RealTime IT News

B2B E-commerce Seen Growing

B2B e-commerce in the U.S. will grow from $1.2 trillion this year to $4.8 trillion in transaction value by 2004, says a new research report, and this despite the fact that "price negotiations and online collaboration have still to migrate online in a significant way."

The report is contrary to what some nay-sayers are predicting for the procurement market. Some economists have predicted the efficiencies of the Internet will result increased competition, lower prices and layoffs due to the advent of vertical exchanges. However, the study by the Boston Consulting Group (BCG) shows that, for the next few years at least, the vast majority of transactions will be ordering and replenishment and not price negotiations.

"B2B e-commerce is advancing quickly in terms of penetrating the total procurement market, but at the same time, remains fairly immature in its development," said Andy Blackburn, BCG vice president. "By 2004, online purchasing will represent 40 percent of total purchasing, however only 11 percent of all purchases will involve online price negotiations. For many companies, negotiating prices online is a necessary first step toward broader and deeper buyer-seller collaborations online."

The report is based on survey responses from more than 260 buyers, sellers and e-marketplaces as well as in-depth interviews. BCG's research shows that the size of the B2B e-commerce market is far greater than is commonly reported, in part because it recognizes the established base of Electronic Data Interchange (EDI) over private networks and its extensions to the Internet.

"In the near term, B2B e-commerce may not be as disruptive to many traditional buyer-supplier relationships as originally thought," said Jim Andrew, BCG vice president. "Almost half of the companies surveyed find that off-line communication is almost always needed to complete online transactions. Suppliers will continue to send sales staff to court buyers, and buyers will continue to demand personal commitments from their suppliers. One emerging message is -- don't sell your golf clubs."

As the market matures and price comparisons become easier, sellers do expect price pressures to increase, the report says. While only 25 percent of sellers have experienced incremental price pressure, an additional 50 percent expect to experience it in the near future. Almost two-thirds of sellers are taking steps to differentiate their offerings and fight commoditization.

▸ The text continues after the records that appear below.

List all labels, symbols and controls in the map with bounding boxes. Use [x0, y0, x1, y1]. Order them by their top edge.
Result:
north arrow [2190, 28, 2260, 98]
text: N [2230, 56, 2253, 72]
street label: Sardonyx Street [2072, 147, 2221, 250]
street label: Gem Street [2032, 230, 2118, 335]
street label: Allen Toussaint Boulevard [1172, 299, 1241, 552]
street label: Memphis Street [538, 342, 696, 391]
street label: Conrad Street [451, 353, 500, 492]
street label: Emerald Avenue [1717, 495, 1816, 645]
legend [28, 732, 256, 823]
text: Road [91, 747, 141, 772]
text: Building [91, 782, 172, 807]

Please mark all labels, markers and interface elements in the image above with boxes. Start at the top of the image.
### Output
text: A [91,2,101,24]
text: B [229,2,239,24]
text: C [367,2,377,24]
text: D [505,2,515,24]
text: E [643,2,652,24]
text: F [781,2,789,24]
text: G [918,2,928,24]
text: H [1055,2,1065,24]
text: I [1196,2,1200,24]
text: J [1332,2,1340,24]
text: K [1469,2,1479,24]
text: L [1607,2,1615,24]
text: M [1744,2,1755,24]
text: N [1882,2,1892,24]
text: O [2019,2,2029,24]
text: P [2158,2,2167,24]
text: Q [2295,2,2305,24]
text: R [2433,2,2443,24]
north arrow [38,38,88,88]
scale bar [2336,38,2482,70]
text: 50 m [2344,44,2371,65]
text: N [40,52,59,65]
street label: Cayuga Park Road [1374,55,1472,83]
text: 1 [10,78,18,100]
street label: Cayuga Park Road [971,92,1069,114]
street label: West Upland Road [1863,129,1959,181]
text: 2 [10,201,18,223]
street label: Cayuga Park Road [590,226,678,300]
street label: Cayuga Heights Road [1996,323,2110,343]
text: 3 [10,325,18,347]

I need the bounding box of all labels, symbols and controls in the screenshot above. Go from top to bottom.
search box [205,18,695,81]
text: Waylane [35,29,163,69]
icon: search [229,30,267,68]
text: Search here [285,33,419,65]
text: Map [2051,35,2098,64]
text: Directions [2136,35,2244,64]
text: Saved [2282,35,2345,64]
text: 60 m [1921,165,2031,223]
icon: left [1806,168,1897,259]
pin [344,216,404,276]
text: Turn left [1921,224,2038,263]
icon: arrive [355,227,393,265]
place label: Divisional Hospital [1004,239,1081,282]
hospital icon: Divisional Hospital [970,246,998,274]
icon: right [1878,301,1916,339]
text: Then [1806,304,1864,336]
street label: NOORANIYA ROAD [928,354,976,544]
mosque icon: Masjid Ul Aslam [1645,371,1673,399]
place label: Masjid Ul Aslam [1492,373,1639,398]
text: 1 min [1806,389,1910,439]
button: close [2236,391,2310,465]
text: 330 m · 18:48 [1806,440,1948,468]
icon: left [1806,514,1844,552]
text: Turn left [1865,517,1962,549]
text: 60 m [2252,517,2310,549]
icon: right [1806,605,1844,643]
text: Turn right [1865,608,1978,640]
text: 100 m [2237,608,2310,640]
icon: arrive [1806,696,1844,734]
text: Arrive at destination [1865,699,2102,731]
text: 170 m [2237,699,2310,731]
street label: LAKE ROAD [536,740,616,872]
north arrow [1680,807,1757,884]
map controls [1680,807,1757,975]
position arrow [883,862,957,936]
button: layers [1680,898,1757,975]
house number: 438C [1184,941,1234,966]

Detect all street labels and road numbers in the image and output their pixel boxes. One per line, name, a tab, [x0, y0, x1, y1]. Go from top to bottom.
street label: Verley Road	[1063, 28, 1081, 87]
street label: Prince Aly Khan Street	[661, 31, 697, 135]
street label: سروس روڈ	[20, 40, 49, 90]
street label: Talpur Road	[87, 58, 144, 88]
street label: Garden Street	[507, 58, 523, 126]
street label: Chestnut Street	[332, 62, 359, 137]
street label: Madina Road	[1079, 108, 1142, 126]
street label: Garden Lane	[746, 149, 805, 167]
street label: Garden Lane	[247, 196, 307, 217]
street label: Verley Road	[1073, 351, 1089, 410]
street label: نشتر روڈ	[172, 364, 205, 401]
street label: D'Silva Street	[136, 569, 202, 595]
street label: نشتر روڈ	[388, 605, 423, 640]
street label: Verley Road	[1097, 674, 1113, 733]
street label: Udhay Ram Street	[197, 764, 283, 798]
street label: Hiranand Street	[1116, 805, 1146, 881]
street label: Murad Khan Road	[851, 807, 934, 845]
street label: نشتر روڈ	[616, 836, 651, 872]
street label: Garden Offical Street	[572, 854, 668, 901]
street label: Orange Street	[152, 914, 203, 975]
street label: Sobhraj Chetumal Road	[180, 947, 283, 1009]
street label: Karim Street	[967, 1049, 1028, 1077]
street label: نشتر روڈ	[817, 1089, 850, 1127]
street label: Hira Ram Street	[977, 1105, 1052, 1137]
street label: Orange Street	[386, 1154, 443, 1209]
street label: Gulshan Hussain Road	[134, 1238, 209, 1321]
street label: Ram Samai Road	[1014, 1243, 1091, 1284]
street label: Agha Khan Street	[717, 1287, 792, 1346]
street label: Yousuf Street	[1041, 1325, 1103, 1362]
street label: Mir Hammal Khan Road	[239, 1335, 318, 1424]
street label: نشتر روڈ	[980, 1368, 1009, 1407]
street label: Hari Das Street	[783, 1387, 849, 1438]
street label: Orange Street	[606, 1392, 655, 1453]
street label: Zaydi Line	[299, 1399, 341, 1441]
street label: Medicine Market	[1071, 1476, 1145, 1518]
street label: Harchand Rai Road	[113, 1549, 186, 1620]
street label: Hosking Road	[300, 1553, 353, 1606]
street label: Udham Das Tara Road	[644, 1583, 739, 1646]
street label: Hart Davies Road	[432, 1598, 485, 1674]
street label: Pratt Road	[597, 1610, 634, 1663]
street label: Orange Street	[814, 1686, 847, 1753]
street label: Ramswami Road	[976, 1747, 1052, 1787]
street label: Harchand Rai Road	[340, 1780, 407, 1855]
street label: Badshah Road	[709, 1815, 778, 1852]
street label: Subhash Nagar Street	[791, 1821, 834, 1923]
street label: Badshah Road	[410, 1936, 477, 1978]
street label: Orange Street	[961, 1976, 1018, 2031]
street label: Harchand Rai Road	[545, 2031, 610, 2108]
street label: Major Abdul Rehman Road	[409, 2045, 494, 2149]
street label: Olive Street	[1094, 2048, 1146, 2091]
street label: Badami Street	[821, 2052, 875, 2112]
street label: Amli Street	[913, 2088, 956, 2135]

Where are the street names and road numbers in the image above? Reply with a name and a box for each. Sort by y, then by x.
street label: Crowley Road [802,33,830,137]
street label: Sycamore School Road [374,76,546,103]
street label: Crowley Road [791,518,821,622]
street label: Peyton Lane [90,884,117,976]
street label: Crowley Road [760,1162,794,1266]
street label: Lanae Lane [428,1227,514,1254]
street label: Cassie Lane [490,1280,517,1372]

"The lag in the migration of price negotiations online gives some sellers a window of opportunity to beat the price squeeze," said BCG Senior Vice President Hal Sirkin, leader of BCG's e-commerce business area. "Sellers can use technology to offer more sophisticated forms of online collaboration such as online product design, project management, supply-schedule co-ordination and build-to-order capabilities. In this way, sellers can differentiate their offering, create stronger client relationships and resist pressures on price."